**PROBLEM**
Extract only the lines running from the top of the entries to the line that holds "Give me a JSON". Include that line and omit the pictures.

**TASK INPUTS**
::::::

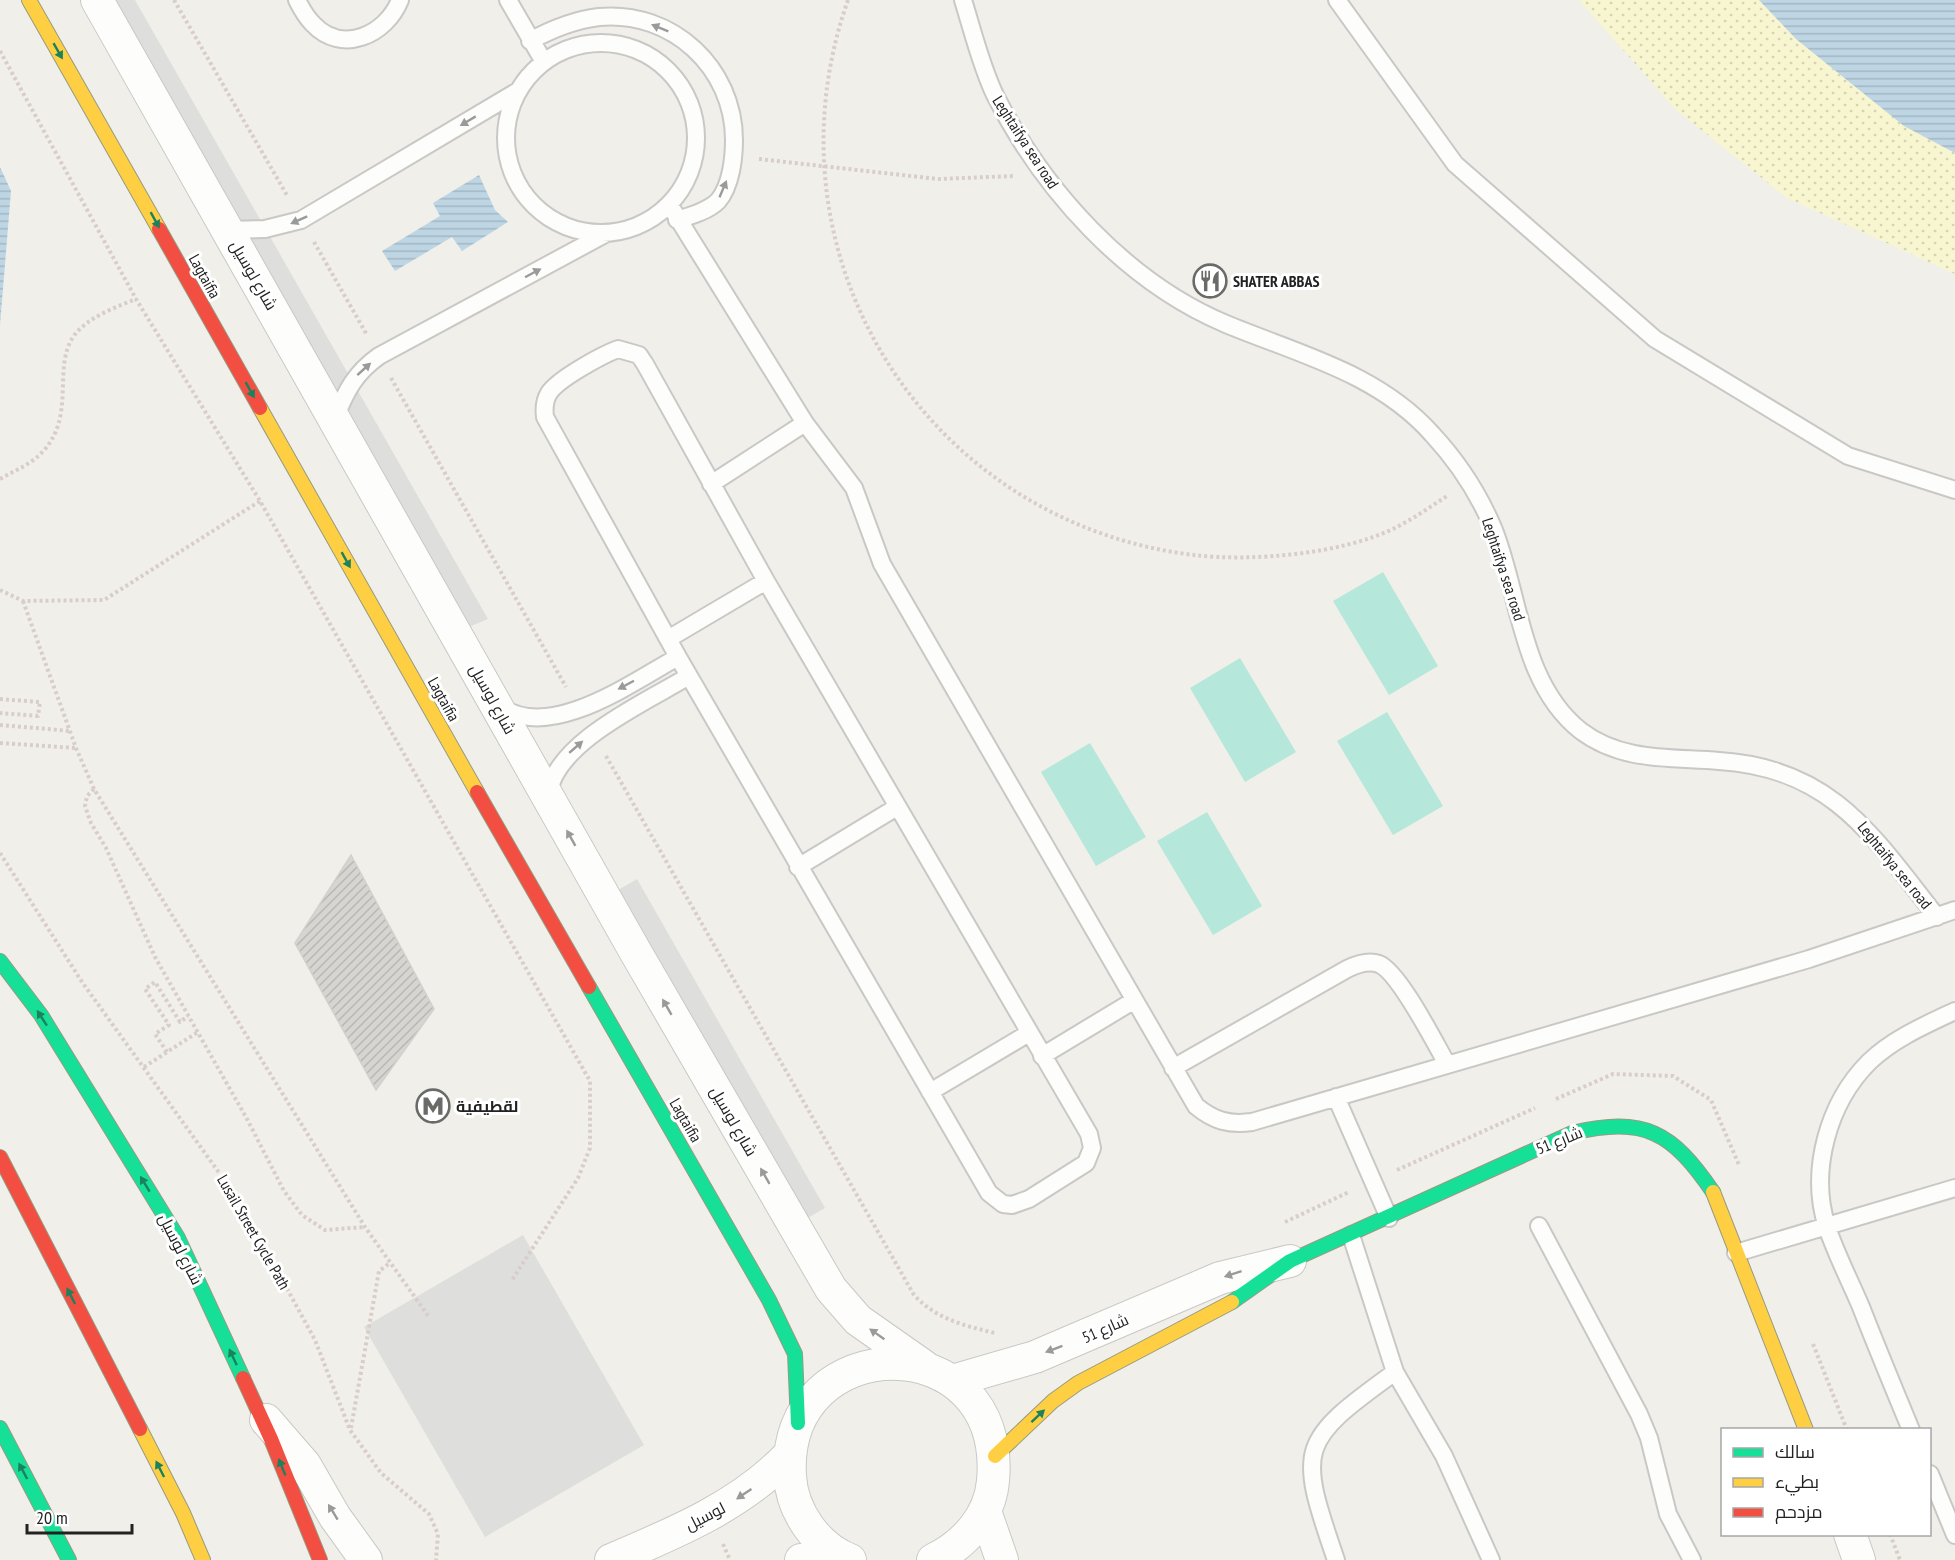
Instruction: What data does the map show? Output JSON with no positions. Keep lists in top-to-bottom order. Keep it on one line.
{"streets":{"main road":["شارع لوسيل","Lagtaifia","شارع 51"],"street":["لوسيل"],"lane":["Leghtaifya sea road"],"path":["Lusail Street Cycle Path"]},"crossings":[["شارع لوسيل","شارع 51"]],"one_way":["شارع لوسيل","Lagtaifia","لوسيل"],"places":{"restaurant":["SHATER ABBAS"],"metro station":["لقطيفية"]},"legend":["سالك","بطيء","مزدحم"],"scale_bar":"20 m"}
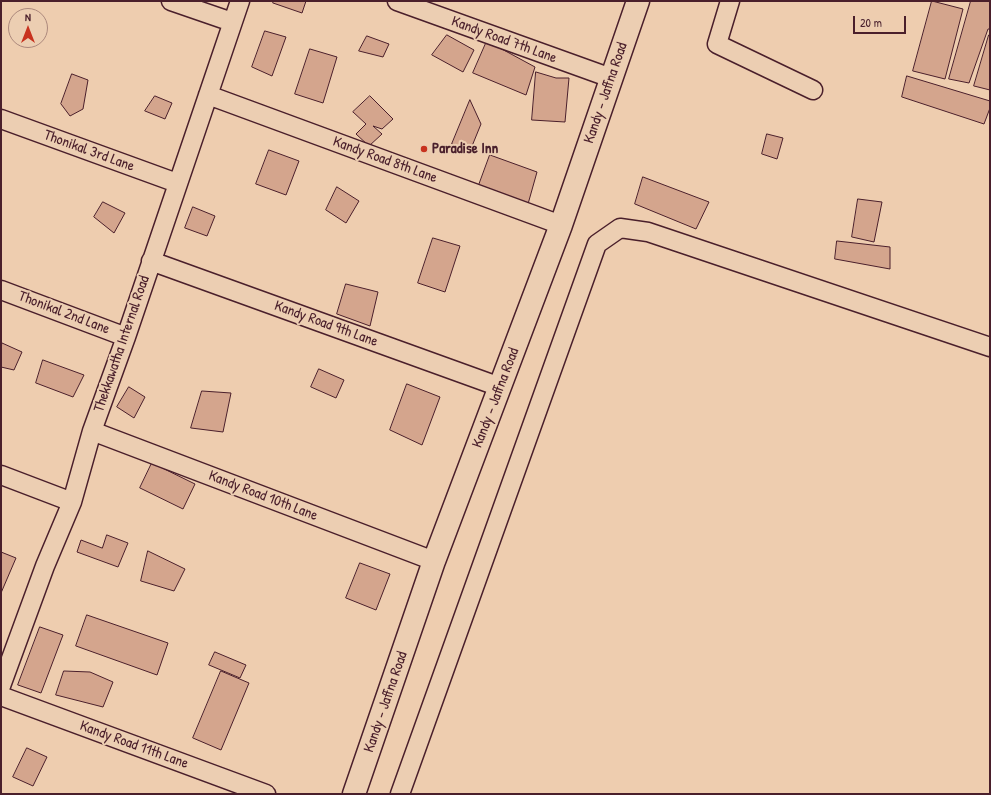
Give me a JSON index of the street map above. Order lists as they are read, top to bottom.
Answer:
{
  "streets": {
    "highway": ["Kandy - Jaffna Road"],
    "street": [
      "Kandy Road 7th Lane",
      "Thonikal 3rd Lane",
      "Kandy Road 8th Lane",
      "Thonikal 2nd Lane",
      "Kandy Road 9th Lane",
      "Thekkawatha Internal Road",
      "Kandy Road 10th Lane",
      "Kandy Road 11th Lane"
    ]
  },
  "crossings": [
    ["Kandy Road 7th Lane", "Kandy - Jaffna Road"],
    ["Kandy - Jaffna Road", "Kandy Road 8th Lane"],
    ["Kandy - Jaffna Road", "Kandy Road 9th Lane"],
    ["Kandy - Jaffna Road", "Kandy Road 10th Lane"],
    ["Thonikal 3rd Lane", "Thekkawatha Internal Road"],
    ["Kandy Road 8th Lane", "Thekkawatha Internal Road"],
    ["Thonikal 2nd Lane", "Thekkawatha Internal Road"],
    ["Kandy Road 9th Lane", "Thekkawatha Internal Road"],
    ["Thekkawatha Internal Road", "Kandy Road 10th Lane"]
  ],
  "places": ["Paradise Inn"],
  "scale_bar": "20 m",
  "north": "top"
}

::::::

**FINISHED TASK**
Instruction: What data does the map show? Output JSON with no positions. Keep lists in top-to-bottom order. Keep it on one line.
{"streets":{"main road":["شارع لوسيل","Lagtaifia","شارع 51"],"street":["لوسيل"],"lane":["Leghtaifya sea road"],"path":["Lusail Street Cycle Path"]},"crossings":[["شارع لوسيل","شارع 51"]],"one_way":["شارع لوسيل","Lagtaifia","لوسيل"],"places":{"restaurant":["SHATER ABBAS"],"metro station":["لقطيفية"]},"legend":["سالك","بطيء","مزدحم"],"scale_bar":"20 m"}
Give me a JSON index of the street map above. Order lists as they are read, top to bottom.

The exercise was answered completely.